By Ben Gilbert
Would you feel comfortable voting via iPhone?
Apple CEO Tim Cook suggested that concept in a new interview with The New York Times, published just days after Cook joined a growing coalition of business leaders who criticized a restrictive new Georgia voting law.
“I would dream of that, because I think that’s where we live,” Cook said when Swisher asked if the tech would be the answer to some modern voting issues, like fraud. “We do our banking on phones. We have our health data on phones. We have more information on a phone about us than is in our houses. And so why not?”
America’s voting systems are notoriously low-tech, which stands in glaring contrast to modern systems of banking, commerce, and healthcare.
“It’s pretty arcane,” Cook said of America’s voting apparatus. “I think we’re probably all having the wrong conversation on voting rights.
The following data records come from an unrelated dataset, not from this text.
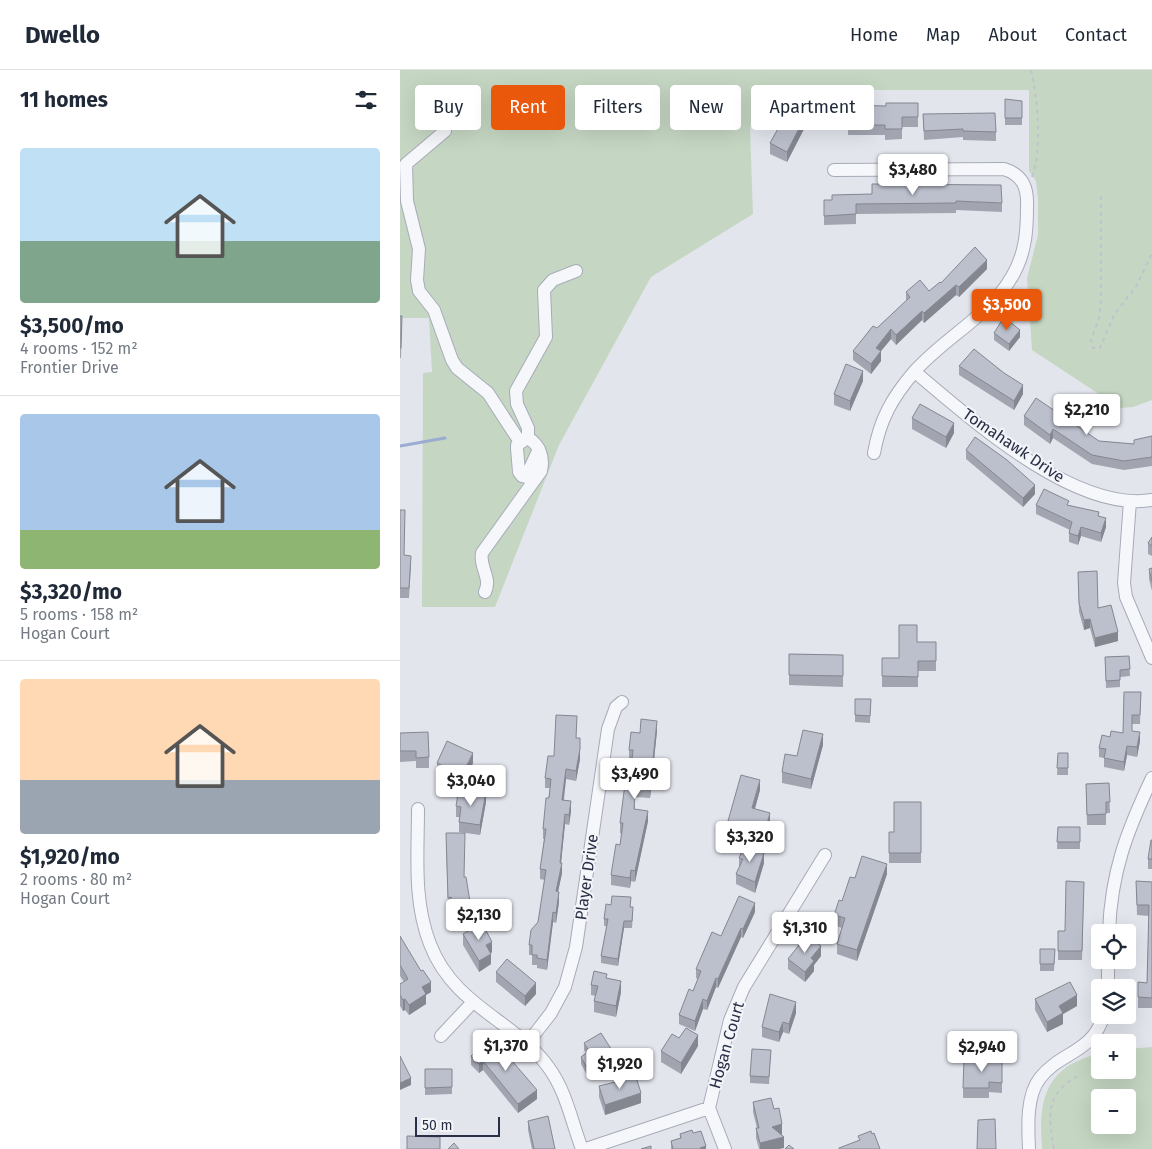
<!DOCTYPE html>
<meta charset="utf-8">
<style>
:root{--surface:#fff;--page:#f2f2f3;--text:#1f2937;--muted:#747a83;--line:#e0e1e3;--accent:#ea580c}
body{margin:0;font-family:"Fira Sans",sans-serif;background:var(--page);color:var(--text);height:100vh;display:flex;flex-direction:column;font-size:19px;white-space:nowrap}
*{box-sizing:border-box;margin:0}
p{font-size:16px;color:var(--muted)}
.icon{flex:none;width:28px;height:28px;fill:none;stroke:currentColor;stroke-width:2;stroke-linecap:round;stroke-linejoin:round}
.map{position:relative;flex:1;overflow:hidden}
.details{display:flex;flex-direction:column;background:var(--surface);width:400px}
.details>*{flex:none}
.top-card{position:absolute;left:15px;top:15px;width:475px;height:45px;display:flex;gap:10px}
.buttons{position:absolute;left:691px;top:854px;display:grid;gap:10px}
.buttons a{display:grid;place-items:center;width:45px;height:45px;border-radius:5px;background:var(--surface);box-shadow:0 5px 20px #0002;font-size:25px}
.scale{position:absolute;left:15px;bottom:12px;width:85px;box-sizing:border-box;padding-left:5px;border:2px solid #282f47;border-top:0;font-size:14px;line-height:18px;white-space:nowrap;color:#282f47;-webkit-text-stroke:4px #f3f5f9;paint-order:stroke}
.price{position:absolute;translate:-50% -42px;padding:0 11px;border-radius:5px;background:#fff;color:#222;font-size:16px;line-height:32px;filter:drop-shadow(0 1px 2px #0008)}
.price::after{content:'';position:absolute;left:50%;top:30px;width:15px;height:11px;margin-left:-8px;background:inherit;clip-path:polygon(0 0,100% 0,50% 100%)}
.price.on{background:var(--accent);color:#fff}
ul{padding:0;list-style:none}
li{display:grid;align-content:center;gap:10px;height:265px;padding:0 20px}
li+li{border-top:1px solid var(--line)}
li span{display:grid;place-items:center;height:155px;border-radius:5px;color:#555}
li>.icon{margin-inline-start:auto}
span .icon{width:90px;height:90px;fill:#fffc;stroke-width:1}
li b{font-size:21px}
h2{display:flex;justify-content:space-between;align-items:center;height:60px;padding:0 20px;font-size:21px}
.tag{padding:0 18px;border-radius:5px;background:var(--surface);box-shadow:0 5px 20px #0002;font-size:18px;line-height:45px}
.tag.on{background:var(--accent);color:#fff}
header{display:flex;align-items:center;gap:30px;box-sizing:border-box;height:70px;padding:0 25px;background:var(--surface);border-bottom:1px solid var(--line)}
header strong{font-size:24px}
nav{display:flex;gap:28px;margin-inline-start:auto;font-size:18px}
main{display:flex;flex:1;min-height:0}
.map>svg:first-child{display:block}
</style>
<header>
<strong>Dwello</strong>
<nav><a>Home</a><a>Map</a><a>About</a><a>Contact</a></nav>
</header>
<main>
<section class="details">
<h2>11 homes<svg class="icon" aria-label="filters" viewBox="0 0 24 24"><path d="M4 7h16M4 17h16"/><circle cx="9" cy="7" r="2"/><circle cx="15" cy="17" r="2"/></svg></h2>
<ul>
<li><span style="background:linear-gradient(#bfe0f5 60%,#7fa58c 0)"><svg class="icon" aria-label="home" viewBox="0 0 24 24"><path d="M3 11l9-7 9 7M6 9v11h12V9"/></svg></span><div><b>$3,500/mo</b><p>4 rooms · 152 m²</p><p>Frontier Drive</p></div></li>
<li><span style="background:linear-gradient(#a9c7e8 75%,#8fb573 0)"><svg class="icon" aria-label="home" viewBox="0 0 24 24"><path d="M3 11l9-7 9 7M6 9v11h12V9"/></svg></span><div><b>$3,320/mo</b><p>5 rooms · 158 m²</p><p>Hogan Court</p></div></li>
<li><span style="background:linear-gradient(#ffd9b3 65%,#9aa5b1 0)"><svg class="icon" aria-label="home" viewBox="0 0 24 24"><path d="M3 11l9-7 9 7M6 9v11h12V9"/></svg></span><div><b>$1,920/mo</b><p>2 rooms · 80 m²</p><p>Hogan Court</p></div></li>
</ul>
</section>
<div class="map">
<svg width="752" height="1079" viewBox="0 0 752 1079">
<rect width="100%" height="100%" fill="#e3e5ed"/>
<path fill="#c5d7c3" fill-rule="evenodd" d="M0 0H752V330L733 337 720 338 632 280 627 208 638 165V129L636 111 629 101V20H398L350 57 353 144 251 207 159 375 95 537H22L23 303 32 302 29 248H0Z
M752 977V1079H642C640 1050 639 1019 664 999 673 991 689 987 700 982V1000H728V979ZM700 1028H728V1055H700Z"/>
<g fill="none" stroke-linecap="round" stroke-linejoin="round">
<path stroke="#9aadd0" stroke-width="3" d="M0 376 45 368"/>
<g stroke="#a7abb8" stroke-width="14">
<path id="minor" d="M45 61 6 94 7 131 19 179 17 210 19 221 34 240 52 290 57 298 88 323 120 372
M434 100 604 99C623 105 628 118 627 137 627 149 627 162 624 175 612 236 552 259 514 302 492 328 480 349 474 383
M515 302C571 349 675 443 752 430
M127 368 117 375V378L119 402 122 406 126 407 139 379
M128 368V358L117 334 116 321 146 267 144 220 153 210 176 201
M730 431 724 513 726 527 752 588
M85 522C92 508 79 497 82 483L141 401C144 388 140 375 128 368
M18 739C18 784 13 831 30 874 54 937 115 950 149 998 166 1021 172 1053 182 1079
M709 862C711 802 727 761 752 708
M708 890V918
M41 966 72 933
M126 975 151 943 165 917 176 877 208 659 216 637 222 632
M186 1079 309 1038
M325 1079 309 1038 330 950 344 917 425 785
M629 1079C628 1057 626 1026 640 1008 661 981 692 984 704 945"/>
</g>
<path stroke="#c0c3cb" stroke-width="2" stroke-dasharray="4 4" stroke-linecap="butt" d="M631 0C638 27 642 80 632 107
M701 126V229L699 248 691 270 693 278H700L714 245 737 215 752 183
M654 1079C648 1044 645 1023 681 1004"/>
<use href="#minor" stroke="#f6f7fa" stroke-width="12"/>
</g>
<path fill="#a2a5b0" d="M408 23 441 35 486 36 518 33V57H502V69L485 70V65H448V57L427 60V48L409 47Z
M605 29 622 31V55H605Z
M523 44 596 62V71L563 70V67L524 70Z
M405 57 387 92 370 84V73Z
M432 125 602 133V142L556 140V143L456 144V154L424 155V130H432Z
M587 199 559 227 556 225 524 253 522 250 496 275 491 269 481 281V291L471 304 453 290V281L506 231V222L529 221 541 213Z
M0 246H2L1 288H0Z
M594 263 620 267 609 281 594 270Z
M559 296 623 324 614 340 559 305Z
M463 311 450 341 434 335V324Z
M624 346 699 371 734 374 752 366V396L724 400 692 394 653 368 650 374 624 355Z
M512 348 554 363 546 378 512 359Z
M566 380 635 424 623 437 566 389Z
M636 435H669L699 446 706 457 701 472 681 466 678 475 669 472V463L670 460 636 444Z
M0 440 4 485 11 496 9 528H0Z
M752 467V486L748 484V473Z
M752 498V521L749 509V499Z
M678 502 698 538 718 571 695 577 690 558 684 560 679 542Z
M517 572H536V601H518V617H482V588H499Z
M389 584 443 585V617L389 615Z
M729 586 730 606 720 607V617L706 618 705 587Z
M741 622 740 654H732V661L740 671 737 687 727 685 724 701 704 697V688L699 687V678L710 667 723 663Z
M455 629H471L470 653 455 652Z
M257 661 250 728 235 727V739L248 751 235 812 231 811 230 818 211 815V805L220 775 222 764 220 763V753L230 706 232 691 229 690V680L240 663Z
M0 663 29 687V698H16V691L0 692Z
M177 668 180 689 176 711 166 709 164 730 171 741 169 755 165 754 161 793 162 803 158 822 159 832 156 853 153 852 147 900 137 898V895H132V885H129V875L138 852 145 810 140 809V799L144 769H143V759L150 718H145V708L154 686Z
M423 675 411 719 382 713V702L397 686Z
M658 683H668V705H657Z
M37 693H73L62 716 37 703Z
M709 713 710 743H706V755H687L686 714Z
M360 720 355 739 370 753 365 771 328 761V751Z
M72 726 86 732 80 765 59 762V747H56V736Z
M521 732V793H489V762H494Z
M658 757H680V779H657Z
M752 770V799H748V789Z
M46 773 64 807 72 844V854L58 856 57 845 52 846 51 838H48Z
M339 788 364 793 355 823 336 814V804L339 798Z
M487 804 457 891 437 884V874L442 858 434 855V845L455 808Z
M736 811 752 812V938H738V912L747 913 749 846 737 845Z
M684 812 682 890H658V861H665Z
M231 837 233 844 232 858H224L218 896 201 893V886L207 856H204V849Z
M355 842 343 868 341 867 318 918 316 917 307 940 303 939 295 961 279 954V945L293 921 298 909 296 908V899L321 866Z
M63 864 92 882 91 883V894L79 902 63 875Z
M0 866 31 922 26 925V934L9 945 5 940 3 941 0 936V914L4 912 0 906Z
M640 879H655L654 901H640Z
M421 886 414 895V901L405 912 388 899V889Z
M96 902 136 924 125 936 96 912Z
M207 908 221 922 216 947 194 942V931L196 926 191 925V915Z
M635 929 677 936 663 944V954L647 962 635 940Z
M396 943 389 964 383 962 379 972 362 967V957Z
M279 968 298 976 281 1004 261 992V981Z
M184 973 213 989 187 1005 181 994V987L186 983 184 980Z
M371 980 369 1014 350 1013V1006Z
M84 981 137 1029 118 1043 83 1000 79 1003 71 995V986Z
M602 988V1023L589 1022V1028H563V1018Z
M25 999H52V1024L25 1025Z
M199 1016 241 1033 205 1045 199 1027Z
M353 1032 374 1039 382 1065 384 1078 378 1079H359L356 1068V1058H357L353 1042Z
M128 1051 155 1079H132L128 1060Z
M293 1063 306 1079H271V1071L280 1068V1064Z"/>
<path fill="#848690" d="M405 47V57L387 92V82Z
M587 190V199L559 227V217Z
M556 215V225L524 253V243Z
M522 241V250L496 275V265Z
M491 259V269L476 287V278Z
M620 260V267L609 281V274Z
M481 281V291L471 304V294Z
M463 301V311L450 341V331Z
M623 315V324L614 340V331Z
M554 353V363L546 378V367Z
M653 359V368L650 374V365Z
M635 415V424L623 437V428Z
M706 448V457L701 472V463Z
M681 457V466L678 475V466Z
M690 549V558L684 560V550Z
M718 562V571L695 577V568Z
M257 651V661L250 728V718Z
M740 662V671L737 687V677Z
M423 664V675L411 719V709Z
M180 668V689L176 711V701Z
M727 676V685L724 701V692Z
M73 683V693L62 716V705Z
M166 699V709L162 740V730Z
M360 710V720L352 748V738Z
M86 722V732L80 765V755Z
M171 731V741L169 755V745Z
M248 741V751L235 812V801Z
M370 743V753L365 771V761Z
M165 744V754L160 803V793Z
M364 783V793L355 823V812Z
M162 793V803L156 831V821Z
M487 794V804L457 891V880Z
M231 800V811L230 818V808Z
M159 822V832L156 853V843Z
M355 833V842L343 868V859Z
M153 842V852L147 900V890Z
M224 851V858L218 896V889Z
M341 858V867L318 918V909Z
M92 872V882L86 886V875Z
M421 876V886L414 895V901L405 912V902L411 888Z
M91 884V894L79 902V891Z
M316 908V917L307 940V931Z
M221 911V922L216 947V936Z
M31 912V922L26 925V934L9 945V935L22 917Z
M136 913V924L125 936V926Z
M677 925V936L663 944V954L647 962V952L659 936Z
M5 929V940L3 941V930Z
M303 929V939L295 961V951Z
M396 932V943L389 964V954Z
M383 952V962L379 972V962Z
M298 965V976L281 1004V993Z
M213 982V989L187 1005V998Z
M83 991V1000L79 1003V994Z
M11 1008V1015L0 1020V1013Z
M137 1020V1029L118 1043V1034Z
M241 1023V1033L205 1045V1035Z
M382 1054V1065L372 1067V1057Z
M384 1067V1078L378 1079H360V1073Z
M306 1076V1079H300V1078Z"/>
<path fill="#bcc0cd" stroke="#848690" d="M408 23H441V35L486 36V33H518V47H502V59H485V55H448V47L427 49V37H409Z
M605 29 622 31V48H605Z
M389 39 405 47 387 82 370 73Z
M595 43 596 62 563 61V59L524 61 523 44Z
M472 114 601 115 602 133 556 131V133L456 134V144L424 146V130H432V125L472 124Z
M575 177 587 190 559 217 556 215 524 243 522 241 496 265 491 259 476 278 481 281 471 294 453 281 473 256 477 258 510 227 506 222 520 210 529 221 540 212 541 213Z
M0 246H2L1 278H0Z
M604 247 620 260 609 274 594 263Z
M574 279 604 303 623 315 614 331 559 296Z
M446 294 463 301 450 331 434 324Z
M636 328 699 371 734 374V370L752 366V387L724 391 692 385 653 359 650 365 624 346Z
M520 334 554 353 546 367 512 348Z
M575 367 607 390 635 415 623 428 566 380Z
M644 419 669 431 667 435 699 442 698 446 706 448 701 463 681 457 678 466 669 463 672 452 636 435Z
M0 440H5L4 485 11 486 9 518H0Z
M752 467V476L748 473Z
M752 498V511L749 499Z
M697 501 698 538 711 535 718 562 695 568 690 549 684 550 679 533 678 502Z
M499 555H517V572H536V591H518V607L482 606V588H499Z
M389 584 443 585V606L389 605Z
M729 586 730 599 720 600V610L706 611 705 587Z
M724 622H741L740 645H732V661L740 662 737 677 727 676 724 692 704 688 706 679 699 678 702 665 710 667 711 661 723 663Z
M455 629H471L470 646 455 645Z
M156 645 177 646 176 668H180V679L176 701 166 699 162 730 171 731 169 745 165 744 160 793H162L156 821 159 822 156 843 153 842 147 890 137 888V885H132V875H129L131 860 138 852 146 800 140 799 146 759H143L146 728H149L151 709 145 708 148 686H154Z
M241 649 257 651 250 718 235 716 234 739 248 741 235 801 231 800 230 808 211 805 216 774 220 775 223 753H220L226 706H230L233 680H229L231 662 240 663Z
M403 660 423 664 411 709 382 702 385 684 397 686Z
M28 662 29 687 16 688V681H0V663Z
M47 671 73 683 62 705 37 693Z
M658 683H668V698H657Z
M341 705 360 710 352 738 370 743 365 761 328 751Z
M709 713 710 732H706V744L687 745 686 714Z
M73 720 86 722 80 755 59 752 61 737 56 736 58 724 72 726Z
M494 732H521V783H489V762H494Z
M658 757H680V772H657Z
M46 763H65L64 807H66L72 844 58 846 57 834 52 835 51 827 48 828Z
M751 770H752V789H748Z
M345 774 364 783 355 812 336 804 343 789 339 788Z
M462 786 487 794 457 880 437 874 445 848 434 845 439 830 442 831 450 807 455 808Z
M666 811 684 812 682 881H658V861H665Z
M736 811 752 812V928L738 927V912L747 913 749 835H737Z
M212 826 231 827 230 837H233L232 851H224L218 889 201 886 208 849H204L206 834 211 835Z
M339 826 355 833 343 859 341 858 318 909 316 908 307 931 303 929 295 951 279 945 289 919 293 921 301 901 296 899 312 862 321 866Z
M82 853 92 872 86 875 91 884 79 891 63 864Z
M407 865 421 876 411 888 414 891 405 902 388 889Z
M0 866 21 901 23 900 31 912 22 917 26 924 9 935 5 929 3 930 0 925V914L8 909 0 895Z
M640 879H655L654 894H640Z
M107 889 136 913 125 926 96 902Z
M194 901 207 904 206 908 221 911 216 936 194 931 198 916 191 915Z
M670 912 677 925 659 936 663 943 647 952 635 929Z
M370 924 396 932 389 954 383 952 379 962 362 957Z
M286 958 298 965 281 993 261 981 272 964 279 968Z
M201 963 213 982 187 998 181 987 189 981 184 973Z
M95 971 137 1020 118 1034 83 991 79 994 71 986 80 977 84 981Z
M352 979 371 980 369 1007 350 1006Z
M0 986 11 1008 0 1013Z
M602 988V1013L589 1012V1018H563L564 989Z
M25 999H52V1017L25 1018Z
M236 1007 241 1023 205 1035 199 1016Z
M371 1028 374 1039 379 1038 382 1054 372 1057 384 1067 360 1073 356 1058H359L353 1032Z
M148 1046 155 1079H134L128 1051Z
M595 1049 596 1079H577L578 1050Z
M292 1060 293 1063 301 1061 306 1076 300 1078 301 1079H273L271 1071 281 1068 280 1064Z
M471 1061 472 1064 474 1063 480 1079H439V1078L460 1070 458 1066Z
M7 1066 40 1067V1079H7Z
M54 1073 59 1079H48Z
M389 1075 394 1079H385Z
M251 1076V1079H241Z"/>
<g text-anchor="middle" stroke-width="4" stroke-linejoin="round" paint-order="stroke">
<g font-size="16" fill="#282f47" stroke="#f3f5f9">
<text transform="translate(614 375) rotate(34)" y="6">Tomahawk Drive</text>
<text transform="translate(186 807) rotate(-82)" y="6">Player Drive</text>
<text transform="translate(326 975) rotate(-74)" y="6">Hogan Court</text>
</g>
</g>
</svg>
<div class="buttons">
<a><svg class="icon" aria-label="locate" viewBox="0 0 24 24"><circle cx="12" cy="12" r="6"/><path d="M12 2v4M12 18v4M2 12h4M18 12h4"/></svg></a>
<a><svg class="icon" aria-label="layers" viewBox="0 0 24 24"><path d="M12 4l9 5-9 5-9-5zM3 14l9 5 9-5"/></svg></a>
<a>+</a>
<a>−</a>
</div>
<div class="scale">50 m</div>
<b class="price" style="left:513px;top:126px">$3,480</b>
<b class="price on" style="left:607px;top:261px">$3,500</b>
<b class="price" style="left:687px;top:366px">$2,210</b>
<b class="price" style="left:235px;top:730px">$3,490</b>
<b class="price" style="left:71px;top:737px">$3,040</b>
<b class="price" style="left:350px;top:793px">$3,320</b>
<b class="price" style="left:79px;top:871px">$2,130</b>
<b class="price" style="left:405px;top:884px">$1,310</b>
<b class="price" style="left:106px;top:1002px">$1,370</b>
<b class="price" style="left:582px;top:1003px">$2,940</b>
<b class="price" style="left:220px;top:1020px">$1,920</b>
<div class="top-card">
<a class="tag">Buy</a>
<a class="tag on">Rent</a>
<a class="tag">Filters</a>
<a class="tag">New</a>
<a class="tag">Apartment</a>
</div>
</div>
</main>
We should be talking about using technology.”
Incorporating updated technology — like iPhones — in the voting process could expand the reach and accessibility of voting to more Americans, he argued.
Of the voting age population in the US, just shy of 67% voted in the 2020 presidential election — the highest percentage of any election in over 100 years.
“How can we make it so simple that our voting participation gets to 100? Or it gets really close to 100. Maybe we get in the 90s or something,” Cook said.
Though voting through smartphone could expand accessibility for some voters, cybersecurity experts speaking to CBS News last November listed a number of ways it could also disenfranchise other voters: Security issues, the cost of iPhones, internet access, and voter identification were all among the main issues cited.